I had someone tell me of a friend of his who was like this a long time ago - late noughties. Incredibly ,he supported West Brom. Apparently, come the crunch time at the end of the season, he would always get his battered scientific calculator out alongside a laminated list of fixtures and carefully compute probable wins, probable draws and probable losses, always taking care to compare West Brom's form to their fellow relegation battlers and carefully marking 50-50 games, likely wins, likely losses etc. as such.
At the conclusion of the exercise, nearly every time, he'd arrive at the conclusion that they were sunk. But then, in the weeks afterward, he'd start talking about alternate possibilities - what if they could sneak a point against O'Neill's counter-attacking Villa side, what if they could scrape a last minute winner against a mid-table team, what if they could exploit Arsenal's soft underbelly at the Emirates and score off a corner before going full two-banks-of-four....

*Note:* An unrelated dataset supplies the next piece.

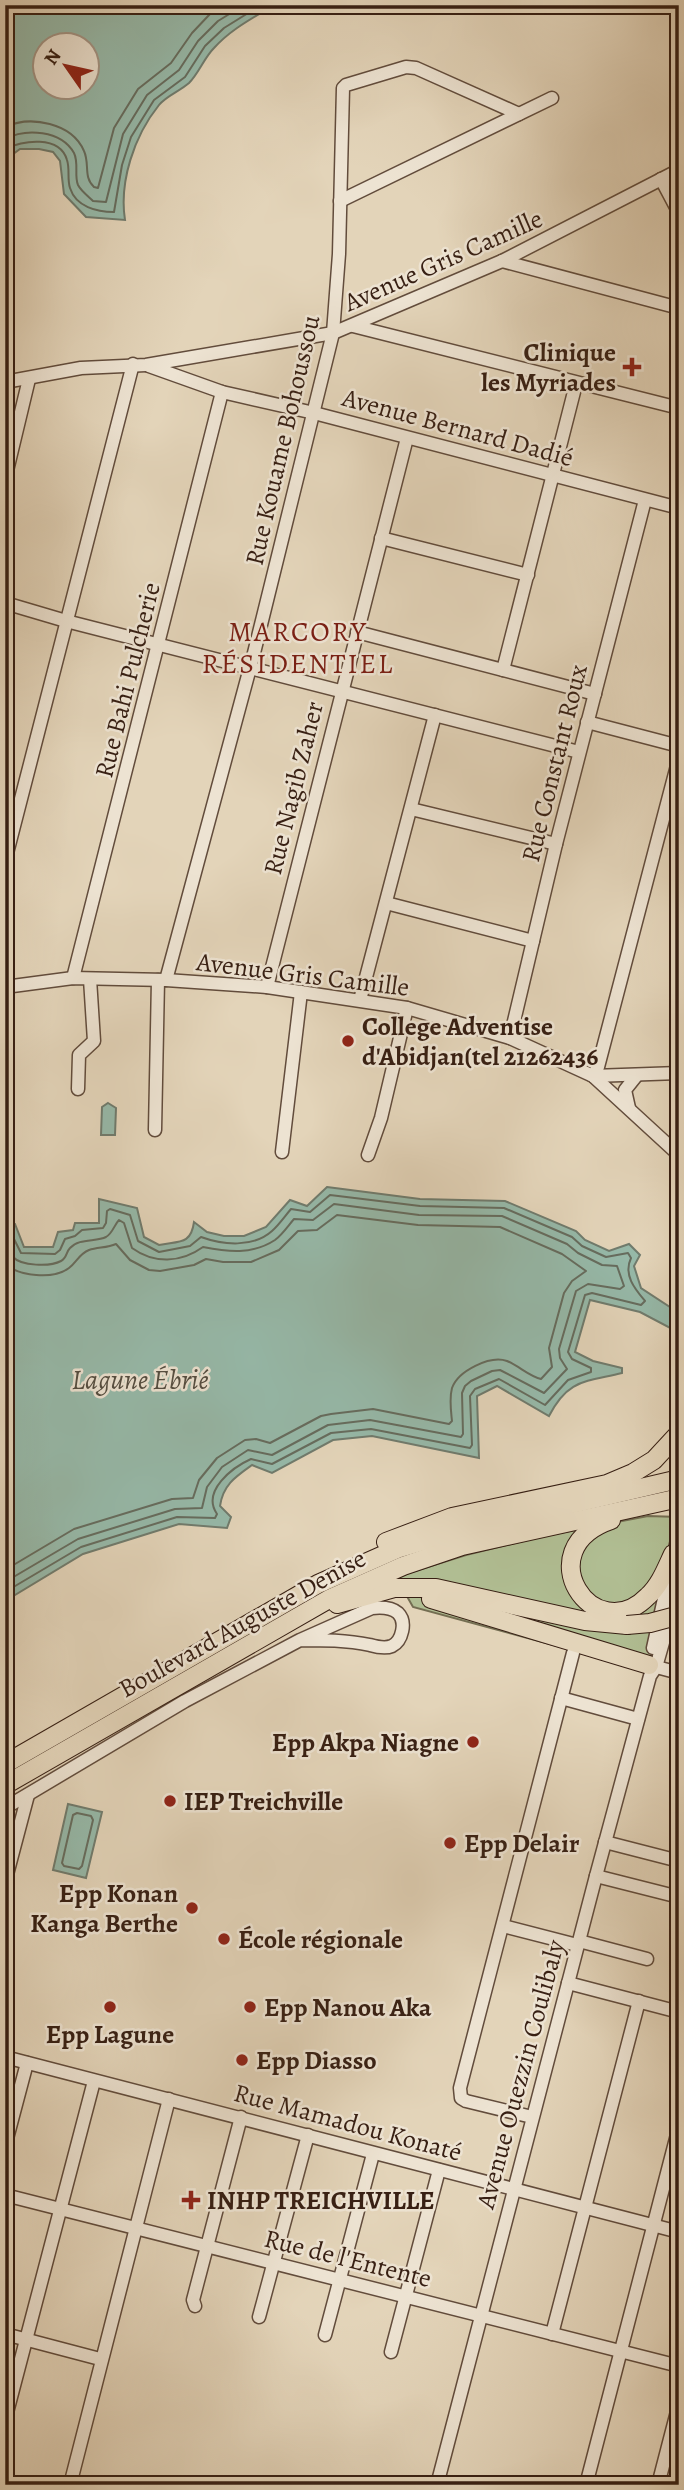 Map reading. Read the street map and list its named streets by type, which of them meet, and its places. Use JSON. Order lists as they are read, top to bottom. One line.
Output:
{"streets":{"highway":["Boulevard Auguste Denise"],"street":["Avenue Gris Camille","Avenue Bernard Dadié","Rue Kouame Bohoussou","Rue Bahi Pulcherie","Rue Constant Roux","Rue Nagib Zaher","Avenue Ouezzin Coulibaly","Rue Mamadou Konaté","Rue de l'Entente"]},"crossings":[["Avenue Gris Camille","Avenue Bernard Dadié"],["Avenue Gris Camille","Rue Kouame Bohoussou"],["Avenue Gris Camille","Rue Bahi Pulcherie"],["Avenue Gris Camille","Rue Constant Roux"],["Avenue Gris Camille","Rue Nagib Zaher"],["Avenue Bernard Dadié","Rue Kouame Bohoussou"],["Avenue Bernard Dadié","Rue Bahi Pulcherie"],["Avenue Bernard Dadié","Rue Constant Roux"],["Avenue Bernard Dadié","Rue Nagib Zaher"],["Avenue Ouezzin Coulibaly","Rue Mamadou Konaté"],["Avenue Ouezzin Coulibaly","Rue de l'Entente"]],"districts":["MARCORY RÉSIDENTIEL"],"water":["Lagune Ébrié"],"places":{"health":["Clinique les Myriades","INHP TREICHVILLE"],"other":["College Adventise d'Abidjan(tel 21262436","Epp Akpa Niagne","IEP Treichville","Epp Delair","Epp Konan Kanga Berthe","École régionale","Epp Lagune","Epp Nanou Aka","Epp Diasso"]},"north":"top left"}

Eventually, he'd work himself up into a positive lather and start swaggering around confident in West Brom's ability to beat the drop with panache and style - they were a team of tigers, raring to go, and all it would take to set them off on their run was one of the eventualities of an unlikely point or win gamed out by him in the previous weeks. He told everyone who'd listen that they'd all see come the next game...they'd all see that he was right.
And then they would get ritually slaughtered in their next game, and he would apparently go back and start puttering about with his calculator and laminated list of fixtures all over again.
Point being, as
@K.D.D.D.D.Soc pointed out, that way lies madness.